Research School of Population Health, The Australian National University, Acton, Australia.
Matern Child Nutr. 2021 Apr;17(2):e13077. doi: 10.1111/mcn.13077. Epub 2020 Oct 16.
BRAC, an international development organization, implemented a home-fortification programme from 2014 to 2018 in Bangladesh. This study aimed to understand the unintended consequences of programmatic changes that occurred during the implementation of the programme on the prevalence of good infant and young child feeding (IYCF) practices and other associated factors. We used pooled data from eight cross-sectional surveys and data from a series of qualitative investigations carried out as part of a mixed-methods evaluation approach. A total of 6,479 caregivers of children aged 6 to 23 months participated in the surveys. The prevalence of good IYCF practices increased from baseline (42.1%) to midline (45.3%), but it decreased at the endline survey (31.9%). Qualitative investigations identified several reasons for low IYCF practices at the programme level, such as the withdrawal of community health worker (CHW) incentives for promoting IYCF, providing incentives for the home-fortification of micronutrient powder (MNP) and changing the focus from IYCF promotion to MNP promotion. A multivariable generalized estimating equation model for pooled data revealed that caregivers were 28% (adjusted risk ratio [ARR]: 0.72, 95% CI [0.67, 0.78]) less likely to maintain good IYCF practices during the period when CHWs were not incentivized to promote IYCF compared to the period when CHWs were incentivized to promote it. The prevalence of good IYCF practices decreased from both baseline and midline to the endline survey due to the unintended consequences of the programmatic changes. An integrated intervention strategy to promote the home-fortification of MNP and IYCF could be helpful to avoid unintended negative consequences of programmatic changes.

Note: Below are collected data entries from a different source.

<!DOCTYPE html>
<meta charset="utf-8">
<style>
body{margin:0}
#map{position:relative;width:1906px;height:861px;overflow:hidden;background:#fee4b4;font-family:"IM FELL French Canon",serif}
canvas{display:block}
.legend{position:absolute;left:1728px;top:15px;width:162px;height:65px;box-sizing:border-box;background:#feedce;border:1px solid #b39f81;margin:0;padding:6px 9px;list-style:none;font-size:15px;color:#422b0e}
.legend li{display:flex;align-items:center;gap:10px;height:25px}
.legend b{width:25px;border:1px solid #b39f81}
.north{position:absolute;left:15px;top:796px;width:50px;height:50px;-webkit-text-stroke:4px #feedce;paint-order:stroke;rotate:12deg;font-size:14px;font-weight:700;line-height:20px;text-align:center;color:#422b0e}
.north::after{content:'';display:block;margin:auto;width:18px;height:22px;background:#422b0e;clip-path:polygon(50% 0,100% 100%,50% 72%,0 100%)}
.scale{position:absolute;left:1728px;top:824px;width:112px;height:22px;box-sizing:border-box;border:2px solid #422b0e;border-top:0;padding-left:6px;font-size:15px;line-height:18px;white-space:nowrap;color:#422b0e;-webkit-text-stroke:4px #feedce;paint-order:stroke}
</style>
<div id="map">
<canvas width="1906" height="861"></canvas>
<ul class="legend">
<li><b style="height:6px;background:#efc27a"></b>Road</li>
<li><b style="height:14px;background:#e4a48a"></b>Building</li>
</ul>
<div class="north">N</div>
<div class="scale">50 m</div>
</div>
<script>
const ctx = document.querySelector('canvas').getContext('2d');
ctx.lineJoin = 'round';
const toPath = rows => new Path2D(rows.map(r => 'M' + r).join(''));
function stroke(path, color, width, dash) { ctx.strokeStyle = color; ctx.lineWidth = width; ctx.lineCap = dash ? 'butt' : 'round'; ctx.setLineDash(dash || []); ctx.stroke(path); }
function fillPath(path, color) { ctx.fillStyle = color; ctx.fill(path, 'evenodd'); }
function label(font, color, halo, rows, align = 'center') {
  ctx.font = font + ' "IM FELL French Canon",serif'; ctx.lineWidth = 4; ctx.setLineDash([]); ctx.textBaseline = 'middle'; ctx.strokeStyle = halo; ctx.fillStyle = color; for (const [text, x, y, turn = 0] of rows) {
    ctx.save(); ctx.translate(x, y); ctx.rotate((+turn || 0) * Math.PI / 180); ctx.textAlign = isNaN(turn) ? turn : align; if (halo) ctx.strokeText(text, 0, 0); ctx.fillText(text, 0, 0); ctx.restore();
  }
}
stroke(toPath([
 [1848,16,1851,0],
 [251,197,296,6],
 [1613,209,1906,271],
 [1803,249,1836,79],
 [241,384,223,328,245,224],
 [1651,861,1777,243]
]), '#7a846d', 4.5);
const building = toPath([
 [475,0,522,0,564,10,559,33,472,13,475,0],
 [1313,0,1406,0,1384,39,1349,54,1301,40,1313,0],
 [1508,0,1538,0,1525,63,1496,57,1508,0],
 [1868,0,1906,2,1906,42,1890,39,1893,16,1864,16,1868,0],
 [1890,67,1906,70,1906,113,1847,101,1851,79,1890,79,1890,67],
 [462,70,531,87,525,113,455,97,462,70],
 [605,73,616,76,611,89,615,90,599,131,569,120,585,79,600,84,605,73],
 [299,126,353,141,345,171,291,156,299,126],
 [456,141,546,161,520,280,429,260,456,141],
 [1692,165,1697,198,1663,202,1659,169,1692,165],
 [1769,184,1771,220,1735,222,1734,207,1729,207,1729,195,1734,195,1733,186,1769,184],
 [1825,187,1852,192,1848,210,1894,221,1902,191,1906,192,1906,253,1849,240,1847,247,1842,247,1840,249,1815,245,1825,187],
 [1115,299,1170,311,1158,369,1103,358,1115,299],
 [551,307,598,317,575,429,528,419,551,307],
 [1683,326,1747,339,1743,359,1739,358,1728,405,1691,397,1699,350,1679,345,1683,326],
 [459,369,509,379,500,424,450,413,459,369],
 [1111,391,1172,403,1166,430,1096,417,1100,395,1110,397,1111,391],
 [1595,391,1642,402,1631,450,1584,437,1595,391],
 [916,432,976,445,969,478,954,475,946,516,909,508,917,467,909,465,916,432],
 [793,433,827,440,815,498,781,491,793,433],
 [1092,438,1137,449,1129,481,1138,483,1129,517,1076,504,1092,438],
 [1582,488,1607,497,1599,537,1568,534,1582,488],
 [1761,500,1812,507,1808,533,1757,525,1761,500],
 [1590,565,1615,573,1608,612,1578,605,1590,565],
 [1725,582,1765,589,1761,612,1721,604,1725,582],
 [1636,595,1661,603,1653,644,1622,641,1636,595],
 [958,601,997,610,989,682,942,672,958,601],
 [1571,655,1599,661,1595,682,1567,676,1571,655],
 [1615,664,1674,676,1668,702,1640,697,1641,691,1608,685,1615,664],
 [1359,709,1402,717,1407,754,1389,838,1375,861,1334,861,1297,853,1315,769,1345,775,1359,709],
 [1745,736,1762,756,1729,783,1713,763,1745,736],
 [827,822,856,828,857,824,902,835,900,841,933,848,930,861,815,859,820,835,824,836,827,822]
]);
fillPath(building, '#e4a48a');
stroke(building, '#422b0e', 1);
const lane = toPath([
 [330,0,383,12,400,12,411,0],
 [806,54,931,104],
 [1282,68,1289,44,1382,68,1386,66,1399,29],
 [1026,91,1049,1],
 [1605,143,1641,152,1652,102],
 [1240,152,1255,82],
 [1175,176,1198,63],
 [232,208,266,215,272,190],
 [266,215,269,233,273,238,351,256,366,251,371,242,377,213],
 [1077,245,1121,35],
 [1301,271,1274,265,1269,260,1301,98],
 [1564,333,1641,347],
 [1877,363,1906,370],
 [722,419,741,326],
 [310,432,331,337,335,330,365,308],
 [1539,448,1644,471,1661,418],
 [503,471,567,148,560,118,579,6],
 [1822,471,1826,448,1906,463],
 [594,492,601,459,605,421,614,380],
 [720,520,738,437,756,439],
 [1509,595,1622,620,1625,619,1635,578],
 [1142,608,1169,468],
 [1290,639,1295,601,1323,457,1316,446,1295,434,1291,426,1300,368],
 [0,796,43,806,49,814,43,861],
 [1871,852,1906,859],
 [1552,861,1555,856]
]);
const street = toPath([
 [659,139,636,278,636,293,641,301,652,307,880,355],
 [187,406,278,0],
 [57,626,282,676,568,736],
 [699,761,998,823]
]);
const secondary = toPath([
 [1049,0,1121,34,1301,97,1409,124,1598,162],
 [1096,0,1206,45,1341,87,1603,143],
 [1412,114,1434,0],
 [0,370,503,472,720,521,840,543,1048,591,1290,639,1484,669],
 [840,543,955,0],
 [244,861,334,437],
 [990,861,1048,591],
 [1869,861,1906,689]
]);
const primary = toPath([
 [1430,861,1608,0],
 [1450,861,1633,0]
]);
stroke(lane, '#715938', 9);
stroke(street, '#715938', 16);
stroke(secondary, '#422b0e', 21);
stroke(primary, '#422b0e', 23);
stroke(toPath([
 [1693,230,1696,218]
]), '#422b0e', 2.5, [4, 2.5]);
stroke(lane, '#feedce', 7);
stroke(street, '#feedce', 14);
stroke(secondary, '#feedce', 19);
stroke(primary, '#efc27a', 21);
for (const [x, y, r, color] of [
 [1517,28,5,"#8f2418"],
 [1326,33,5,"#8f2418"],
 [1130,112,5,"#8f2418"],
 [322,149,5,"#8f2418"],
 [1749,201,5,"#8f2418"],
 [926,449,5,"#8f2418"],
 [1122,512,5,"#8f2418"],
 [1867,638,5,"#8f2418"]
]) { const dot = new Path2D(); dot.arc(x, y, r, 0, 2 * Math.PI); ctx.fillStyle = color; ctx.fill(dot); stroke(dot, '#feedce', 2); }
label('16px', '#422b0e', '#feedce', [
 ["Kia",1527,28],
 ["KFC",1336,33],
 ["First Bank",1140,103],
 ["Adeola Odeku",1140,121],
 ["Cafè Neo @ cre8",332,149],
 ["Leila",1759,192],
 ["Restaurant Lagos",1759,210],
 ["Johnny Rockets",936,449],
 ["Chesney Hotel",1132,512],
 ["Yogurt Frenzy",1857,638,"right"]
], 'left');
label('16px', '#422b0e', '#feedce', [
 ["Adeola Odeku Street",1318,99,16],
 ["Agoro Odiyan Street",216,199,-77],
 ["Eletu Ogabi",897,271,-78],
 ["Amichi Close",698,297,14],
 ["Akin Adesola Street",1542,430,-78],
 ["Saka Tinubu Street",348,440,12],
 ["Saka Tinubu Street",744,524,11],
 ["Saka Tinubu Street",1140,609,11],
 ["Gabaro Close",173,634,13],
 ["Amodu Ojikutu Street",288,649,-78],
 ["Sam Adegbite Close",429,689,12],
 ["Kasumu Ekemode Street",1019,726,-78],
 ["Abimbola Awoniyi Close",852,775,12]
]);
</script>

国际发展组织BRAC于2014年至2018年在孟加拉国实施了一项家庭强化计划。本研究旨在了解该计划实施过程中发生的计划性变化对良好婴幼儿喂养(IYCF)实践的普及率及其他相关因素产生的意外后果。我们使用了来自八项横断面调查的汇总数据以及作为混合方法评估方法一部分进行的一系列定性调查的数据。共有6479名6至23个月大儿童的照料者参与了调查。良好IYCF实践的普及率从基线时的42.1%升至中期的45.3%,但在终期调查时有所下降(31.9%)。定性调查确定了计划层面IYCF实践普及率较低的几个原因,例如取消了社区卫生工作者(CHW)推广IYCF的激励措施、为微营养素粉(MNP)的家庭强化提供激励以及将重点从推广IYCF转向推广MNP。针对汇总数据的多变量广义估计方程模型显示,与CHW受到激励推广IYCF的时期相比,在CHW未受到激励推广IYCF的时期,照料者保持良好IYCF实践的可能性降低了28%(调整风险比[ARR]:0.72,95%置信区间[0.67,0.78])。由于计划性变化的意外后果,良好IYCF实践的普及率从基线和中期到终期调查均有所下降。促进MNP家庭强化和IYCF的综合干预策略可能有助于避免计划性变化带来的意外负面后果。